__Work item__
In the listing that follows, tally the lines containing "Kemal"; give the count and nothing more.

__Input material__
....

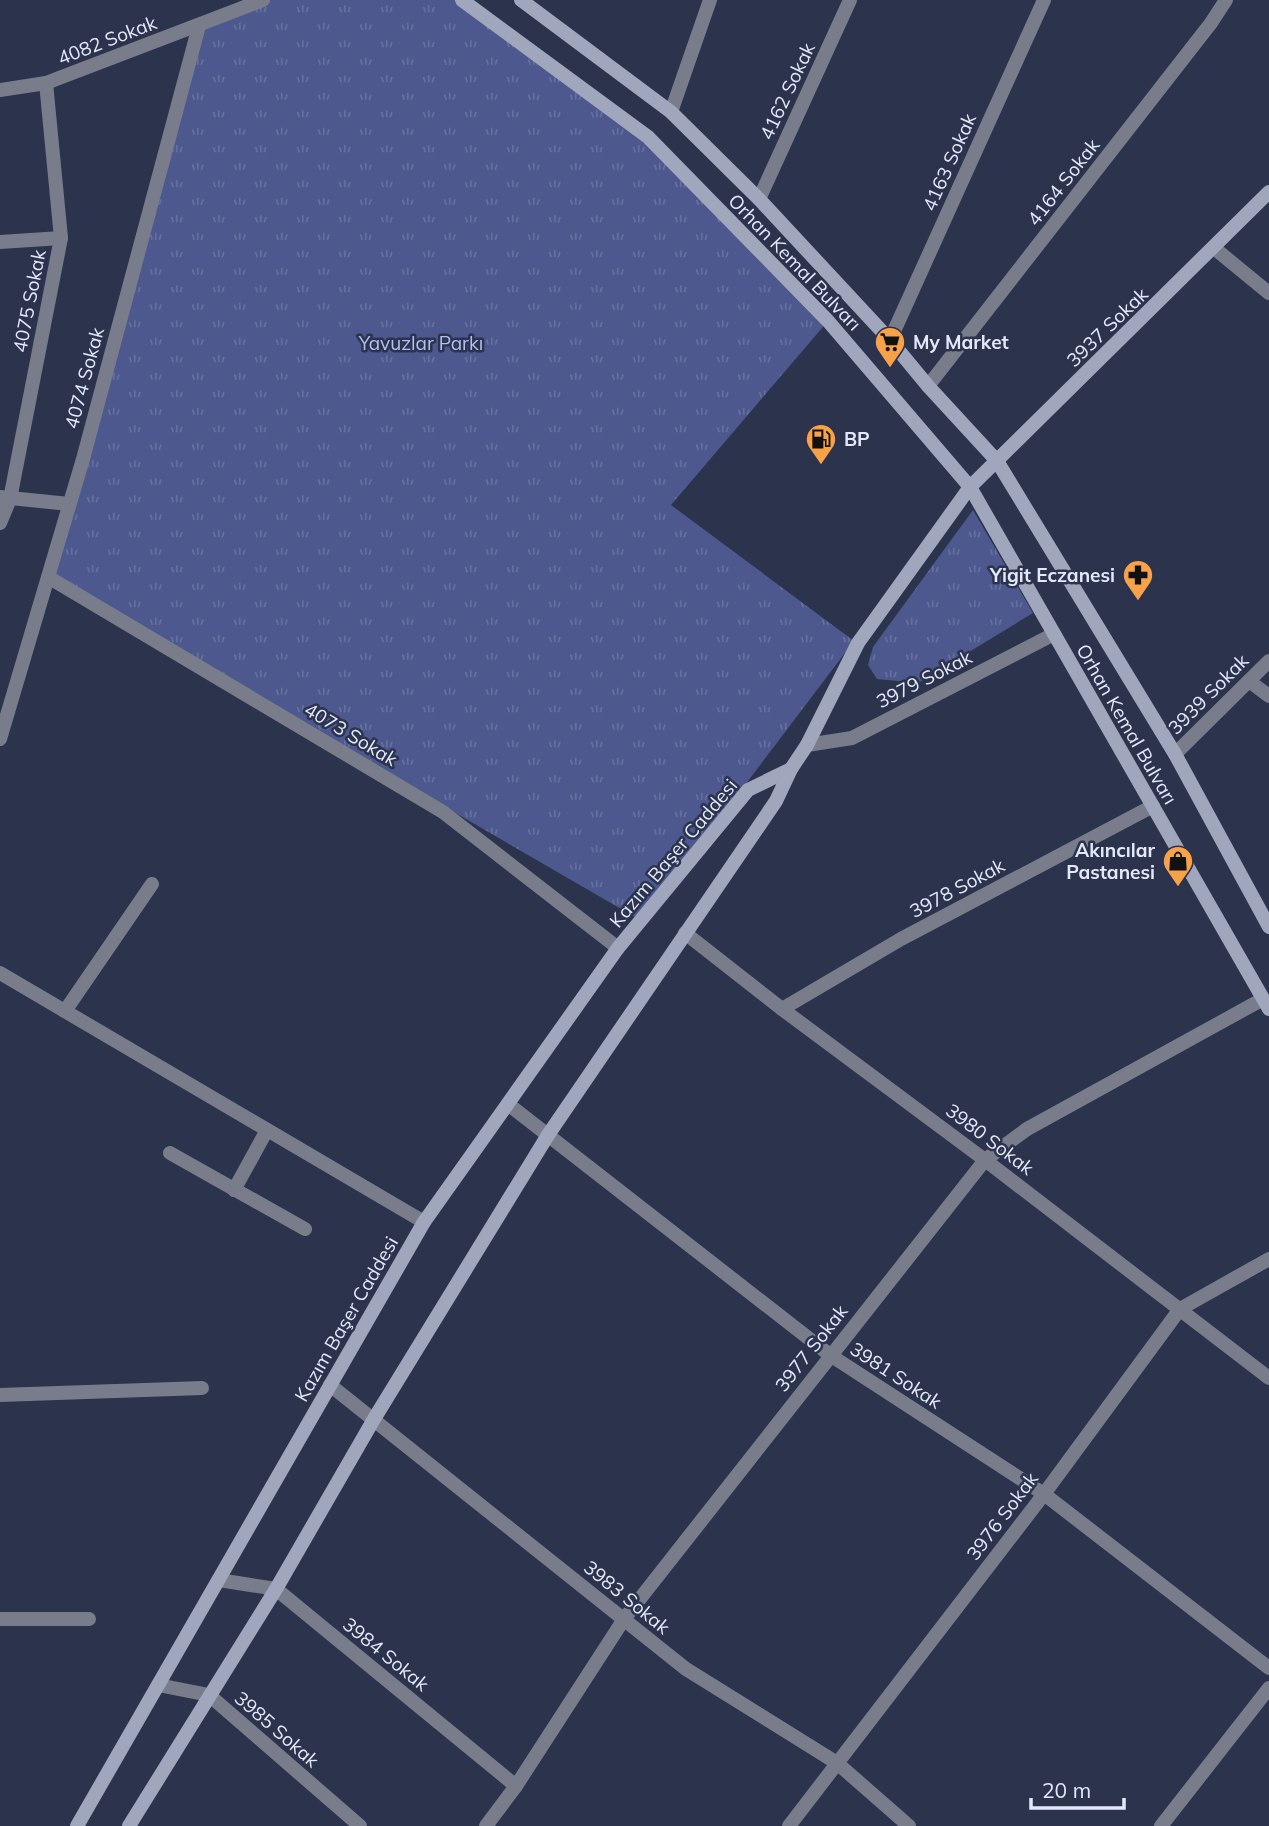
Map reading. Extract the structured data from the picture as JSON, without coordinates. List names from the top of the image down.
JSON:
{
  "streets": {
    "main road": ["Orhan Kemal Bulvarı", "3937 Sokak", "Kazım Başer Caddesi"],
    "street": [
      "4082 Sokak",
      "4162 Sokak",
      "4163 Sokak",
      "4164 Sokak",
      "4075 Sokak",
      "4074 Sokak",
      "3979 Sokak",
      "3939 Sokak",
      "4073 Sokak",
      "3978 Sokak",
      "3980 Sokak",
      "3977 Sokak",
      "3981 Sokak",
      "3976 Sokak",
      "3983 Sokak",
      "3984 Sokak",
      "3985 Sokak"
    ]
  },
  "crossings": [
    ["4082 Sokak", "4075 Sokak"],
    ["4082 Sokak", "4074 Sokak"],
    ["4162 Sokak", "Orhan Kemal Bulvarı"],
    ["4163 Sokak", "Orhan Kemal Bulvarı"],
    ["4164 Sokak", "Orhan Kemal Bulvarı"],
    ["Orhan Kemal Bulvarı", "3937 Sokak"],
    ["Orhan Kemal Bulvarı", "3979 Sokak"],
    ["Orhan Kemal Bulvarı", "3939 Sokak"],
    ["Orhan Kemal Bulvarı", "3978 Sokak"],
    ["Orhan Kemal Bulvarı", "3977 Sokak"],
    ["4074 Sokak", "4073 Sokak"],
    ["4073 Sokak", "Kazım Başer Caddesi"],
    ["Kazım Başer Caddesi", "3981 Sokak"],
    ["Kazım Başer Caddesi", "3983 Sokak"],
    ["Kazım Başer Caddesi", "3985 Sokak"],
    ["3978 Sokak", "3980 Sokak"],
    ["3980 Sokak", "3977 Sokak"],
    ["3980 Sokak", "3976 Sokak"],
    ["3977 Sokak", "3981 Sokak"],
    ["3977 Sokak", "3983 Sokak"],
    ["3977 Sokak", "3984 Sokak"],
    ["3981 Sokak", "3976 Sokak"],
    ["3976 Sokak", "3983 Sokak"]
  ],
  "parks": ["Yavuzlar Parkı"],
  "places": {
    "supermarket": ["My Market"],
    "fuel station": ["BP"],
    "pharmacy": ["Yigit Eczanesi"],
    "shop": ["Akıncılar Pastanesi"]
  },
  "scale_bar": "20 m"
}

....

__Response to the task__
9